Начало Крымской войны. Поражение на Альме
Выйдя к Черному морю и продвинувшись далеко на восток по его побережью, Россия хотела большего – завладеть Константинополем и Проливами (Босфором и Дарданеллами). Ослабление Турции благоприятствовало этим намерениям. Но к лежащим на Босфоре «ключам Востока» тянулись также другие державы – Англия, Франция. Именно с ними Россия не могла поделить зоны влияния на Ближнем Востоке, в том числе и в «святых местах», где стали утеснять православных. Военные демонстрации считались самыми эффективными для получения политических и экономических выгод. С конца 1840‑х годов стало ясно, что новая война на Востоке неизбежна. В 1852 году особое обострение всей взрывоопасной ситуации придал так называемый вопрос о «святых местах» в Палестине, где были сосредоточены как католические, так и православные святыни – храмы, памятные места, связанные с началом христианства. Католическая Франция во главе с Наполеоном III открыто поддержала претензии католиков на первенство в Палестине. Николай потребовал от Турции сохранить прежнее положение. В 1853 году в Стамбул прибыл светлейший князь А. С. Меншиков, который занял очень жесткую и непримиримую позицию по всем спорным вопросам русско‑турецких отношений и фактически спровоцировал войну. Действовал он сознательно: уже давно в устье Дуная Россия стала накапливать вооруженные силы, а Черноморский флот привела в состояние боевой готовности. Расчет русской дипломатии строился на том, что Турция подчинится силе, а Англия и Франция, поддерживавшие ее в споре с Россией, не смогут объединиться – столь серьезны были их противоречия. Однако Николай здесь просчитался. Англия и Франция объединились, и Турция, выполнявшая их волю, отклонила ультиматум России.

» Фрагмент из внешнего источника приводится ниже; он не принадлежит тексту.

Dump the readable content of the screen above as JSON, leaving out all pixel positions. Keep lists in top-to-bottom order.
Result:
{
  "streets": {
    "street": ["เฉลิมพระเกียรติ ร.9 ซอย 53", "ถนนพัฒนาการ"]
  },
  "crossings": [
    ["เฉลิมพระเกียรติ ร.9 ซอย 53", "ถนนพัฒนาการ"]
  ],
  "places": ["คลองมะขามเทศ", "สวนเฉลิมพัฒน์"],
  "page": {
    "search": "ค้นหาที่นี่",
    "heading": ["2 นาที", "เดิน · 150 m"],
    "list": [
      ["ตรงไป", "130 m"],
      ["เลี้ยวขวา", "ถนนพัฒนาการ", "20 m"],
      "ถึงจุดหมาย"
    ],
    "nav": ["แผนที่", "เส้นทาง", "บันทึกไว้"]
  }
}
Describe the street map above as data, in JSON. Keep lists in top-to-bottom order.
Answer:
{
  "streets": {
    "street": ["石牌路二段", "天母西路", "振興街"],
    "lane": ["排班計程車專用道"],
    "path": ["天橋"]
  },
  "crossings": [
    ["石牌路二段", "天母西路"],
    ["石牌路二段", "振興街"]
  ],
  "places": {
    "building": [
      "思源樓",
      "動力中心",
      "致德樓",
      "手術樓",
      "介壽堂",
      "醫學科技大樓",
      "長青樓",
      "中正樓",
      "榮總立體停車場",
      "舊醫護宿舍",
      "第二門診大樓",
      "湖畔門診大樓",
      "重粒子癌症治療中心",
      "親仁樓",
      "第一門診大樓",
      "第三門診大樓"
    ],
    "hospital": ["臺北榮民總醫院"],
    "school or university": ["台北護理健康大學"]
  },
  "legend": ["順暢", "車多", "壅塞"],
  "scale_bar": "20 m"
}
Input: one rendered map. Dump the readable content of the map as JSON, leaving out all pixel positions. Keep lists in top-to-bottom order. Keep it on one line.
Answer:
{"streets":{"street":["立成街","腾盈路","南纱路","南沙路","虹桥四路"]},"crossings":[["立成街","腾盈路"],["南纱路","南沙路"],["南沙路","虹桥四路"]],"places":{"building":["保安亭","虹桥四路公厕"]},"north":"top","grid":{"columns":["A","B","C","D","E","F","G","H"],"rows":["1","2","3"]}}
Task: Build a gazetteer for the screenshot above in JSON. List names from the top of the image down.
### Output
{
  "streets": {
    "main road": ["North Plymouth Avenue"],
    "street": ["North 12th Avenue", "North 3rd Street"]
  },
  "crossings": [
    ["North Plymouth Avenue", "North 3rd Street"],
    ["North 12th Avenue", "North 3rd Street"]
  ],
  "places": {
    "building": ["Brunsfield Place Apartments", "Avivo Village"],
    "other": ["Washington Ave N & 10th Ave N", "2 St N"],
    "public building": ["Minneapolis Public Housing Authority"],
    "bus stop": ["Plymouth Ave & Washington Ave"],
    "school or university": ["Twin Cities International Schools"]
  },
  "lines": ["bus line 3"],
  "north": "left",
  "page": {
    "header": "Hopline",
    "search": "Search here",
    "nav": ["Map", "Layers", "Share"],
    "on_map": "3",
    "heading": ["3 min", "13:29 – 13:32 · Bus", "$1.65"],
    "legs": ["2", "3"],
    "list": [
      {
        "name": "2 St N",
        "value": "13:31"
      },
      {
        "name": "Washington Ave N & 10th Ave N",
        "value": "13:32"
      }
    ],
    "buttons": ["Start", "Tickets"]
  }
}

Заглянем в источник Вот тогда‑то и стало ясно, что Россия в силу технического оснащения армии и флота не могла вести войну. Поражения русской армии были «подготовлены» царствованием Николая I, общим положением армии и флота. В армии еще со времен Павла I главное внимание обращалось на строевую подготовку, точнее, муштру солдата, из которого делали живой автомат. « Войско блестяще, но это наружный блеск, – писал в 1830‑е годы современник, – тогда как в существе своем оно носит семена разрушения нравственной и физической силы. Четвертая часть армии исчезает ежегодно от необыкновенной смертности». Оказывается, в 1835 году в армии было 231 тыс. человек, заболело 174 тыс., умерло 11 тыс., т. е. каждый двадцатый. Такие потери бывали не во всякой войне. Известно, что николаевские солдаты больше вражеской пули боялись лазарета, где они попросту умирали с голоду. По свидетельству того же современника, «метода обучения гибельна для жизни человеческой. Солдата тянут вверх и вниз в одно и то же время, вверх для какой‑то фигурной стойки, вниз – для вытяжки ног и носков. Солдат должен медленно, с напряжением всех мускулов и нервов вытянуть ногу в половину человеческого роста и потом быстро опустить ее, подавшись на нее всем телом, от чего вся внутренность, растянутая и беспрестанно сотрясаемая, производит чахотку и воспалительные болезни». Сражение при Альме показало, что Россия серьезно отстала от своих противников в вооружении. Уже с 1840‑х годов в английской и французской армиях были введены штуцера – дальнобойные нарезные ружья. В России на вооружении по‑прежнему были гладкоствольные ружья, дальность стрельбы которых уступала штуцерам в 3–4 раза. На Альме все войска союзников были вооружены штуцерами, а в русской армии один штуцер приходился на 23 солдата! Выстрелы остальных 22 бойцов не достигали цели только потому, что посланная из гладкоствольного ружья пуля попросту не долетала до противника.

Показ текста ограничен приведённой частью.